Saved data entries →

((

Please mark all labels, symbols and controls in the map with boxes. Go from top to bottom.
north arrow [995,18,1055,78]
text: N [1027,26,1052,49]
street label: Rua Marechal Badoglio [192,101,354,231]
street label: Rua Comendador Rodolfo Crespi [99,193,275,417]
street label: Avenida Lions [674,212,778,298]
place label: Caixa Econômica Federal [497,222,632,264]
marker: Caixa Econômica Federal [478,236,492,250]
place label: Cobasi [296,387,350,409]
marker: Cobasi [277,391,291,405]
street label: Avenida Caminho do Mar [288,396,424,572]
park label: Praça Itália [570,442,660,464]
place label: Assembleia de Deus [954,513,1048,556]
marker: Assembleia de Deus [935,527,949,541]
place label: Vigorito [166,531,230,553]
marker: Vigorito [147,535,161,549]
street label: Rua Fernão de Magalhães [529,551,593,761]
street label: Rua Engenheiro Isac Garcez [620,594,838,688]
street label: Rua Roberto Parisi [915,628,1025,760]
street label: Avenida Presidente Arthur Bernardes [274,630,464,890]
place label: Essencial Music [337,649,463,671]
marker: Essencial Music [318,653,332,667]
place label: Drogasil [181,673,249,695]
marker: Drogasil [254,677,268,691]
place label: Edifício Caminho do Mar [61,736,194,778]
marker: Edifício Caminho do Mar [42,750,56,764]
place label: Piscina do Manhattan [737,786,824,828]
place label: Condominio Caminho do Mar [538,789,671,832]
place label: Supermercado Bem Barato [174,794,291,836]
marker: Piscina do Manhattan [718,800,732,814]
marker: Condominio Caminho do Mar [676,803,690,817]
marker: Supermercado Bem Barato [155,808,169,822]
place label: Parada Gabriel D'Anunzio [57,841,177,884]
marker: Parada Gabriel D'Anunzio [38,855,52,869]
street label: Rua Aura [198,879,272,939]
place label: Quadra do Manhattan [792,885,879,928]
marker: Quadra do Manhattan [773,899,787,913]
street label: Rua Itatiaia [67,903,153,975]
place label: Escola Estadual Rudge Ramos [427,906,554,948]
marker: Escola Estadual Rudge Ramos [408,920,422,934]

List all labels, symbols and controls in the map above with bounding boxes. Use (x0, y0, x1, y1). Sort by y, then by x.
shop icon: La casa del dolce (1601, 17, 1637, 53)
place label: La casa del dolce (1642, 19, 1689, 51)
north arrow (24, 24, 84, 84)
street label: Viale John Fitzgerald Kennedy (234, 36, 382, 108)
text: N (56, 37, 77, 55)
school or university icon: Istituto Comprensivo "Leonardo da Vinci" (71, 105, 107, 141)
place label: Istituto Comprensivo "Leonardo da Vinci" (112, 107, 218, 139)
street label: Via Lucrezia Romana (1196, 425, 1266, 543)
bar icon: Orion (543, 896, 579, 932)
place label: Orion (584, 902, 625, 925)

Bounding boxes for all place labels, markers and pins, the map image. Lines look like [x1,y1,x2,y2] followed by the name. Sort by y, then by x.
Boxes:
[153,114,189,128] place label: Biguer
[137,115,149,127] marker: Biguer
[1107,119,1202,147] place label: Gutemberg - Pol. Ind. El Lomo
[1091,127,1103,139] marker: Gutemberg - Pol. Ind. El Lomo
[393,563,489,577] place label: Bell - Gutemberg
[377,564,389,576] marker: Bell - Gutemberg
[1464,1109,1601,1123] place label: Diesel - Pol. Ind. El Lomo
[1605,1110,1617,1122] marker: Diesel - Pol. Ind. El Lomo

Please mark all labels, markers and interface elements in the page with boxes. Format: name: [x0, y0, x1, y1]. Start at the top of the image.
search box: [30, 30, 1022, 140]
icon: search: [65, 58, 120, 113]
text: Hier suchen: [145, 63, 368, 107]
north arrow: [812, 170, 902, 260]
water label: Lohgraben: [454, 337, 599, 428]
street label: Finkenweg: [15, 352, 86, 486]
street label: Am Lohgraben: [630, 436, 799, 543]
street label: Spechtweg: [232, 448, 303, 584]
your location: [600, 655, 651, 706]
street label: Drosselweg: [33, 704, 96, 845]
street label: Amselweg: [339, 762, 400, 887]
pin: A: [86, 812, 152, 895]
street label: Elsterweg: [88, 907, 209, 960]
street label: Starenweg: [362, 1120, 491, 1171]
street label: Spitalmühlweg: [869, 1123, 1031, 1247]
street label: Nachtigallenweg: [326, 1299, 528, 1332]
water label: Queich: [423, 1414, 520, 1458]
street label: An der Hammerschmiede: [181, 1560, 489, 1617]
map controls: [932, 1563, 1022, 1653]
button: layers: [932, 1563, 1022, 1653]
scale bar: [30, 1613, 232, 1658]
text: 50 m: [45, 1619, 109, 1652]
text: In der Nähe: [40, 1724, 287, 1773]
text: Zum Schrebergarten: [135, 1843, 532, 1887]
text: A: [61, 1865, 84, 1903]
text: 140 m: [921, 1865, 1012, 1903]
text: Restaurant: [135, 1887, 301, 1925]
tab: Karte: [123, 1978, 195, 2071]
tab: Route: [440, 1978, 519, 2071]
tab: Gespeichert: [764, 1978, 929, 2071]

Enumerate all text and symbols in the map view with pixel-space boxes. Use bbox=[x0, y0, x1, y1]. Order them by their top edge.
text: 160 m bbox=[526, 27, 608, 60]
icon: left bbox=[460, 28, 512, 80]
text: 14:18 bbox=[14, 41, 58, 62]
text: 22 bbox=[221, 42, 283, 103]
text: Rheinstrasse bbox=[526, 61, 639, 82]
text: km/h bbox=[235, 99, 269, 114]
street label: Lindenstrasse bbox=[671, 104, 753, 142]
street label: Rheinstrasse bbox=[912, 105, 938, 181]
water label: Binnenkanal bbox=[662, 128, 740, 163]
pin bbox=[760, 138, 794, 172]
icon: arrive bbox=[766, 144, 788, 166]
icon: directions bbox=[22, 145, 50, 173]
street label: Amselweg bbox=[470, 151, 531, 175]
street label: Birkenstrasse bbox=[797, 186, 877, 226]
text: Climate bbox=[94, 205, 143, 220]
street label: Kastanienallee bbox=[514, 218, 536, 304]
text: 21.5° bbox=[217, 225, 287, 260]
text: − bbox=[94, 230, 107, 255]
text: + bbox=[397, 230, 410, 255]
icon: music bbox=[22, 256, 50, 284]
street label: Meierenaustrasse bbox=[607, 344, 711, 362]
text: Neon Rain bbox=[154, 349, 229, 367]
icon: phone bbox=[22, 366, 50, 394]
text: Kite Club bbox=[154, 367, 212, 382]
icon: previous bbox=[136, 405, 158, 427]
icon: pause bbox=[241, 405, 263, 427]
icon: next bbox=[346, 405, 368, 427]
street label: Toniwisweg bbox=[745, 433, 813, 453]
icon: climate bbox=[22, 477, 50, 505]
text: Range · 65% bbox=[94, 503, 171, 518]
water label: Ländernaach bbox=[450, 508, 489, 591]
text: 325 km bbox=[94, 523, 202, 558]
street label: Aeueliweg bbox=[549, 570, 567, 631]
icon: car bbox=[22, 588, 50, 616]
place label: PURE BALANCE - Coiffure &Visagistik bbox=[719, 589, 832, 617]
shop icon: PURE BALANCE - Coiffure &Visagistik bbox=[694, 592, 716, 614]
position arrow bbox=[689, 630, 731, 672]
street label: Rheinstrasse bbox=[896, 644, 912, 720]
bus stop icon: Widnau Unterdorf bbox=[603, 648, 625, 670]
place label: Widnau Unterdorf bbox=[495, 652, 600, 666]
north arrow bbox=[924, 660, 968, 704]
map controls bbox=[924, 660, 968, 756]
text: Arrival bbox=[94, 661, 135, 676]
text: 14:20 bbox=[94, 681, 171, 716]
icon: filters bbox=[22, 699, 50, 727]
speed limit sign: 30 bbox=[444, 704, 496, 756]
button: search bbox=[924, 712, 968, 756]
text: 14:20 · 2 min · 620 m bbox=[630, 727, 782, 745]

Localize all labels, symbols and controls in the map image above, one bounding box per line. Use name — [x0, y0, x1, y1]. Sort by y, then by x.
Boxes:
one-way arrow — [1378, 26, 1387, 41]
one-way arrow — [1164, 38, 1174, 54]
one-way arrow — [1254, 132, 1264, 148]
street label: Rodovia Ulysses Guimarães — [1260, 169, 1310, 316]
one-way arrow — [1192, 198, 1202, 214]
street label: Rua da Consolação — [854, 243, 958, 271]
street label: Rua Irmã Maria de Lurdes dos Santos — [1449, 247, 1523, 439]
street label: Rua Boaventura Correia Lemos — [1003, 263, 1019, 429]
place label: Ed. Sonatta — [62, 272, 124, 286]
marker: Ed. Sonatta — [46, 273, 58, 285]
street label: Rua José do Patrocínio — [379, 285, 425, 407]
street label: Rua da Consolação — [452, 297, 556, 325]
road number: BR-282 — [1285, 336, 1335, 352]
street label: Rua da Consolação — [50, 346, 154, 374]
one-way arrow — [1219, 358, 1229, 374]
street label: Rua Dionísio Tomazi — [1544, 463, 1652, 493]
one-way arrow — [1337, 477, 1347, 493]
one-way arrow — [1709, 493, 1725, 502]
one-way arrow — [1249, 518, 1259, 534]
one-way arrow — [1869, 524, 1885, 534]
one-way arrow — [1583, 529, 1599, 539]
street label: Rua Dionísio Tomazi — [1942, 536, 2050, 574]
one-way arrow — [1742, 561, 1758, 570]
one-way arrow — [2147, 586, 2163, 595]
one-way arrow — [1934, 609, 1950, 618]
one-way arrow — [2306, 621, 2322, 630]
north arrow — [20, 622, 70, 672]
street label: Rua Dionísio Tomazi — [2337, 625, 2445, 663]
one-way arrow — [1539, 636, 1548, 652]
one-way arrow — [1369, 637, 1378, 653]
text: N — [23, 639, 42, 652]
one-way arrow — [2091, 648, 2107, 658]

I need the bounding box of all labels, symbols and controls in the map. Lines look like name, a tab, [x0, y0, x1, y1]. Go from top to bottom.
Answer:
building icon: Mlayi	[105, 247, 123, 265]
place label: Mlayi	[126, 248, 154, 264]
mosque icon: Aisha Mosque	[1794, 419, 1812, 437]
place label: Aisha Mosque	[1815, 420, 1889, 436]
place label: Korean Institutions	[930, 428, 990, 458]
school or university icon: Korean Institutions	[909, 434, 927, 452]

))

YOUR OBJECTIVE →
Your answer should be a single number: the count of lines in the entries that contain "markers".

RESULT BELOW →
2